The studies required under subdivisions 2 and 3 must consider the impacts of the following types of expenditures:
(1) direct per capita rebates to Minnesotans;
(2) grants and incentives to consumers to invest in energy efficiency and utilize renewable energy sources or in other technologies, products, or practices that help Minnesotans reduce energy costs, energy consumption, and greenhouse gas emissions, including incentives for telecommuting;
(3) financial assistance to businesses that install technologies that reduce greenhouse gas emissions, targeting energy-intensive industries facing competitors not subject to comparable regulation, including, but not limited to, mining, pulp and paper, refining, chemicals, and steel;
(4) investments in public infrastructure that reduce greenhouse gas emissions;
(5) investments in worker training and retraining programs;
(6) incentives for terrestrial and geologic carbon sequestration; and
(7) at least one scenario in which a majority of expenditures is directed to uses under clauses (1) and (2).

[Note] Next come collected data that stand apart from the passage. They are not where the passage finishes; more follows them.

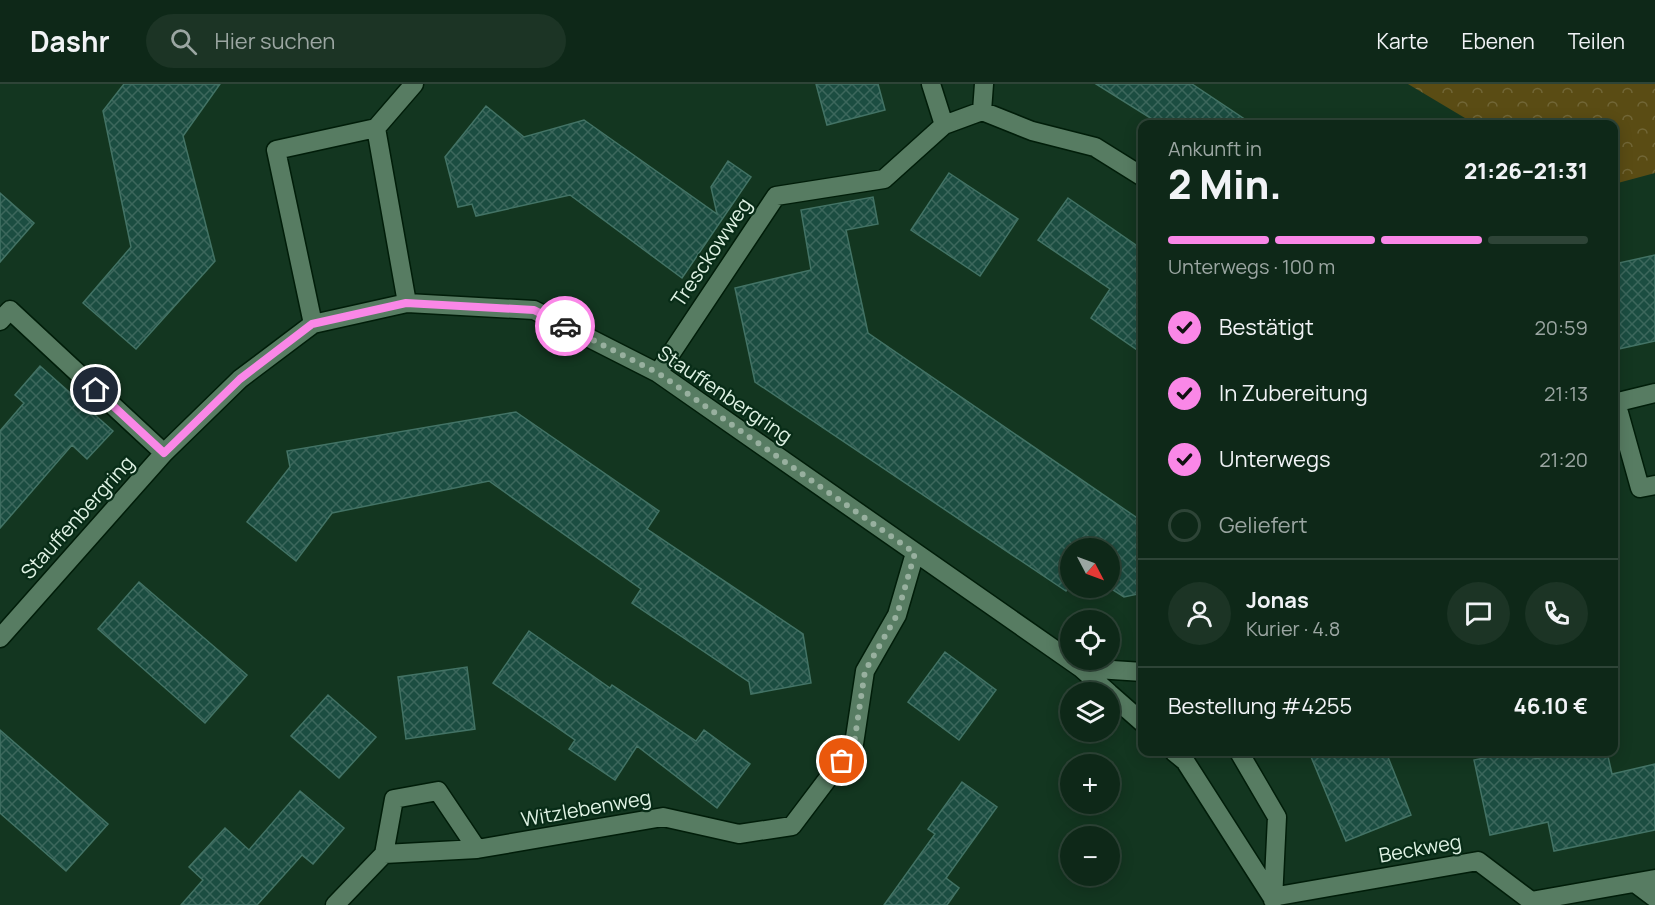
<!DOCTYPE html>
<html lang="de">
<head>
<meta charset="utf-8">
<style>
  :root { --surface:#0e2818; --page:#1c3425; --text:#f1f3f6; --muted:#9ba6a2; --line:#2e4437; --accent:#fa87e7 }
  body { margin:0; font-family:Manrope,sans-serif; background:var(--page); color:var(--text); height:100vh; display:flex; flex-direction:column; font-size:22px; white-space:nowrap }
  * { box-sizing:border-box; margin:0 }
  p { font-size:20px; color:var(--muted) }
  .icon { flex:none; width:33px; height:33px; fill:none; stroke:currentColor; stroke-width:2; stroke-linecap:round; stroke-linejoin:round }
  .map { position:relative; flex:1; overflow:hidden }
  .details { position:absolute; left:1138px; top:36px; width:480px; height:636px; display:flex; flex-direction:column; background:var(--surface); border-radius:12px; box-shadow:0 3px 15px #0003,0 0 0 2px var(--line) }
  .details>* { flex:none }
  .needle { width:39px; rotate:131deg }
  .fabs { position:absolute; left:1060px; top:454px; display:grid; gap:12px }
  .fabs a { display:grid; place-items:center; width:60px; height:60px; border-radius:50%; background:var(--surface); box-shadow:0 3px 15px #0003,0 0 0 2px var(--line); font-size:30px }
  .pin { position:absolute; display:grid; place-items:center; width:51px; height:51px; color:#fff; margin:-26px; border:3px solid #fff; border-radius:50%; box-shadow:0 2px 6px #0007 }
  .courier { position:absolute; display:grid; place-items:center; width:60px; height:60px; margin:-30px; border:4px solid #fa87e7; border-radius:50%; background:#fff; color:#222; box-shadow:0 2px 8px #0007 }
  .overview em { font-style:normal; font-weight:800 }
  .overview div { display:flex; flex-direction:column-reverse }
  .overview { display:flex; align-items:center; justify-content:space-between; height:102px; padding:0 30px }
  h1 { font-size:39px; font-weight:800; line-height:45px }
  .bar { display:grid; grid-template-columns:repeat(4,1fr); gap:9px 6px; align-content:center; height:72px; padding:0 30px }
  .bar i { height:8px; border-radius:4px; background:var(--line) }
  .bar .current { background:var(--accent) }
  .bar p { grid-column:span 4 }
  .line { display:flex; align-items:center; gap:15px; padding:0 30px; border-top:2px solid var(--line) }
  .line div { flex:1 }
  .round { display:grid; place-items:center; flex:none; width:63px; height:63px; border-radius:32px; background:var(--page) }
  ol { padding:0 30px; list-style:none }
  li { display:flex; align-items:center; gap:18px; height:66px }
  li p { margin-inline-start:auto }
  li .icon { padding:6px; border-radius:50%; background:var(--accent); color:#111; stroke-width:4 }
  li:last-child { color:var(--muted) }
  li i { width:33px; height:33px; border:3px solid var(--line); border-radius:50% }
  header { display:flex; align-items:center; gap:36px; box-sizing:border-box; height:84px; padding:0 30px; background:var(--surface); border-bottom:2px solid var(--line) }
  header strong { font-size:28px }
  nav { display:flex; gap:33px; margin-inline-start:auto; font-size:21px }
  .search { width:420px; height:54px; background:var(--page); display:flex; align-items:center; gap:15px; box-sizing:border-box; padding:0 21px; border-radius:33px; color:var(--muted); font-size:22px }
  .map>svg:first-child { display:block }
  .park { fill:url(#park-crowns) }
  .building { fill:url(#building-cross-hatch); stroke:#437365; stroke-width:1.5 }
  .lines { fill:none; stroke-linecap:round; stroke-linejoin:round }
  .minor-casing { stroke:#001d09; stroke-width:21 }
  .minor { stroke:#577c62; stroke-width:18 }
  .done { stroke:#98b09f; stroke-width:6; stroke-dasharray:0 10.8 }
  .route { stroke:#fa87e7; stroke-width:8 }
  .labels { text-anchor:middle; dominant-baseline:central; stroke-width:4.5; stroke-linejoin:round; paint-order:stroke }
  .street-label { font-size:20px; fill:#dff2e4; stroke:#082c17 }
</style>
</head>
<body>
<header>
<strong>Dashr</strong>
<div class="search"><svg class="icon" aria-label="search" viewBox="0 0 24 24"><circle cx="10" cy="10" r="6"/><path d="M15 15l6 6"/></svg>Hier suchen</div>
<nav><a>Karte</a><a>Ebenen</a><a>Teilen</a></nav>
</header>
<div class="map">
<svg width="1655" height="821" viewBox="0 0 1655 821">
  <defs>
    <pattern id="park-crowns" width="20" height="18" patternUnits="userSpaceOnUse" patternTransform="scale(1.5)"><rect width="20" height="18" fill="#5a4c14"/><path d="M2 6a3 3 0 1 1 6 0M12 15a3 3 0 1 1 6 0" fill="none" stroke="#716636"/></pattern>
    <pattern id="building-cross-hatch" width="8" height="8" patternUnits="userSpaceOnUse" patternTransform="scale(1.5)"><rect width="8" height="8" fill="#1b4d41"/><path d="M0 0l8 8M0 8l8-8" fill="none" stroke="#3c675c"/></pattern>
  </defs>
  <rect width="100%" height="100%" fill="#133620"/>
  <path class="park" d="M1408,0H1655V89L1614,100V40H1475Z"/>
  <path class="building" d="M124,0H220L183,52L215,177L136,265L83,219L131,163L103,27Z
    M816,0H878L885,26L827,41Z
    M1096,0H1192L1252,40H1160Z
    M486,22L524,53L584,36L717,130L711,103L728,77L751,93L682,194L570,111L476,132L472,120L458,123L445,73Z
    M949,89L1018,135L980,192L911,146Z
    M0,109L34,139L0,178Z
    M873,113L878,140L846,146L868,249L1143,438V509L1124,513L1110,504V465H1071V499L1066,507L755,298L735,204L811,186L801,126Z
    M1068,114L1143,166V270L1091,234L1110,205L1038,156Z
    M1655,171V257L1614,266V180Z
    M40,282L113,347L87,375L72,361L0,444V347L24,319L15,311Z
    M516,328L659,427L647,445L803,550L811,599L751,610L749,598L632,519L641,505L489,397L332,429L296,477L247,438L290,383L287,367Z
    M139,498L247,591L205,639L98,545Z
    M529,547L610,604L612,601L696,657L704,646L750,680L717,724L637,662L615,696L569,665L575,656L493,599Z
    M945,568L996,606L959,656L908,618Z
    M467,583L475,645L406,655L398,593Z
    M328,611L376,653L339,694L291,652Z
    M0,646L108,740L66,787L0,729Z
    M1309,668H1386L1411,731L1346,757Z
    M1512,668H1533L1535,675L1573,668H1607L1612,690L1655,680V746L1554,767L1548,738L1490,751L1474,676Z
    M962,698L997,723L946,794L959,804L947,821H884L935,750L928,745Z
    M300,707L344,744L313,780L302,771L257,821H181L203,796L189,783L225,744L249,766Z"/>
  <g class="lines">
    <g class="minor-casing">
      <path id="minor" d="M931,0L944,41
        M984,0L982,27L1032,47L1095,63L1143,93
        M407,219L376,44L414,0
        M0,237L10,226L164,369
        M313,240L276,66L376,44
        M658,289L776,112L884,95L944,41L982,27
        M1616,318L1640,404L1655,401
        M1614,319L1655,309
        M0,554L164,369L240,295L313,240L407,219L534,226L658,289L1081,584L1109,609
        M1081,584L1143,588
        M1110,610L1143,639
        M1174,668L1185,677L1272,813
        M1239,668L1277,733L1273,816
        M384,770L477,765L663,733L739,750L792,742L854,660L865,587L897,531L915,469
        M1635,799L1655,814
        M1272,813L1478,777L1531,817L1655,795
        M335,821L384,770L394,715L438,707L477,765"/>
    </g>
    <use href="#minor" class="minor"/>
  </g>
  <g class="lines">
    <path class="done" d="M565,242L658,289L915,469L897,531L865,587L854,660L842,677"/>
    <path class="route" d="M96,306L164,369L240,295L312,240L406,219L534,226L565,242"/>
  </g>
  <g class="labels">
    <g class="street-label">
      <text transform="translate(711 168) rotate(-56)">Tresckowweg</text>
      <text transform="translate(725 310) rotate(34)">Stauffenbergring</text>
      <text transform="translate(77 433) rotate(-48)">Stauffenbergring</text>
      <text transform="translate(586 724) rotate(-10)">Witzlebenweg</text>
      <text transform="translate(1420 764) rotate(-10)">Beckweg</text>
    </g>
  </g>
</svg>
<div class="fabs">
<a><svg class="needle" viewBox="-14 -14 28 28"><path d="M0-13l5 13h-10z" fill="#e53935"/><path d="M0 13l5-13h-10z" fill="#9ba6a2"/></svg></a>
<a><svg class="icon" aria-label="locate" viewBox="0 0 24 24"><circle cx="12" cy="12" r="6"/><path d="M12 2v4M12 18v4M2 12h4M18 12h4"/></svg></a>
<a><svg class="icon" aria-label="layers" viewBox="0 0 24 24"><path d="M12 4l9 5-9 5-9-5zM3 14l9 5 9-5"/></svg></a>
<a>+</a>
<a>−</a>
</div>
<div class="pin" style="left:842px;top:677px;background:#ea580c"><svg class="icon" aria-label="bag" viewBox="0 0 24 24"><path d="M5 8h14l-1 12H6zM9 8a3 3 0 0 1 6 0"/></svg></div>
<div class="pin" style="left:96px;top:306px;background:#1f2937"><svg class="icon" aria-label="home" viewBox="0 0 24 24"><path d="M3 11l9-7 9 7M6 9v11h12V9"/></svg></div>
<div class="courier" style="left:565px;top:242px"><svg class="icon" aria-label="car" viewBox="0 0 24 24"><path d="M5 17H2v-5l4-1 3-4h7l3 4 3 1v5h-3M9 17h6M6 11h13"/><circle cx="7" cy="17" r="2"/><circle cx="17" cy="17" r="2"/></svg></div>
<section class="details">
<div class="overview"><div><h1>2 Min.</h1><p>Ankunft in</p></div><em>21:26–21:31</em></div>
<div class="bar"><i class="current"></i><i class="current"></i><i class="current"></i><i></i><p>Unterwegs · 100 m</p></div>
<ol>
<li><svg class="icon" aria-label="check" viewBox="0 0 24 24"><path d="M5 12l5 5 9-10"/></svg>Bestätigt<p>20:59</p></li>
<li><svg class="icon" aria-label="check" viewBox="0 0 24 24"><path d="M5 12l5 5 9-10"/></svg>In Zubereitung<p>21:13</p></li>
<li><svg class="icon" aria-label="check" viewBox="0 0 24 24"><path d="M5 12l5 5 9-10"/></svg>Unterwegs<p>21:20</p></li>
<li><i></i>Geliefert</li>
</ol>
<div class="line" style="height:108px"><a class="round"><svg class="icon" aria-label="person" viewBox="0 0 24 24"><circle cx="12" cy="8" r="4"/><path d="M4 21q1-7 8-7t8 7"/></svg></a><div><b>Jonas</b><p>Kurier · 4.8</p></div><a class="round"><svg class="icon" aria-label="chat" viewBox="0 0 24 24"><path d="M4 5h16v11H9l-5 4z"/></svg></a><a class="round"><svg class="icon" aria-label="phone" viewBox="0 0 24 24"><path d="M5 4h4l2 5-3 2q2 4 5 5l2-3 5 2v4C11 20 4 13 5 4z"/></svg></a></div>
<div class="line" style="height:78px"><div>Bestellung #4255</div><b>46.10 €</b></div>
</section>
</div>
</body>
</html>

The study required under subdivision 2 must determine the extent to which expenditures on the measures identified in subdivision 4 assist Minnesota in its transition to a low greenhouse gas-emitting economy and increase the economic gains and reduce the dislocating impacts of the transition. Specifically, the study must assess the extent to which expenditures meet the following goals:
(1) produce cost-effective emission reductions;
(2) increase sustainable economic development, job creation, and job growth;
(3) reduce greenhouse gas emissions in sectors that do not participate in a cap and trade program;
(4) reduce disruptive economic impacts of the transition on workers, businesses, and consumers;
(5) equitably distribute the costs and benefits among state residents, communities, and economic sectors;
(6) assist low-income and other consumers to reduce the costs associated with greenhouse gas emissions; and
(7) protect and enhance public health, environmental quality, wildlife habitat, and the state's natural resources.
The commissioner of commerce shall request the Board of Regents of the University of Minnesota to prepare a study to be submitted by January 15, 2009, to the chairs and ranking minority members of the senate and house of representatives committees with primary jurisdiction over business and economic development, energy, and environmental policy and finance on governance options for determining expenditures of potential revenue to the state resulting from a cap and trade program. The study must examine:
(1) the role of the legislature, citizens, technical experts, and state agencies in decisions on allocating funds; and
(2) innovative decision-making structures and processes, including the Legislative-Citizen Commission on Minnesota Resources, and other examples in Minnesota and other states and countries that may offer useful models.
Of the amounts appropriated from the special revenue fund in the second year to the commissioner of commerce under Laws 2007, chapter 57, article 2, section 3, subdivision 6, clause (7), up to $500,000 is for the economic impact and potential revenue studies under section 3, and the governance study under section 4. The commissioner shall provide funding from this appropriation through a contract with the Midwestern Governors Association for grants to technical experts to complete the studies required under section 3. The commissioner shall transfer up to $75,000 to the University of Minnesota for the study required under section 4.
Presented to the governor May 15, 2008
Signed by the governor May 19, 2008, 11:13 a.m.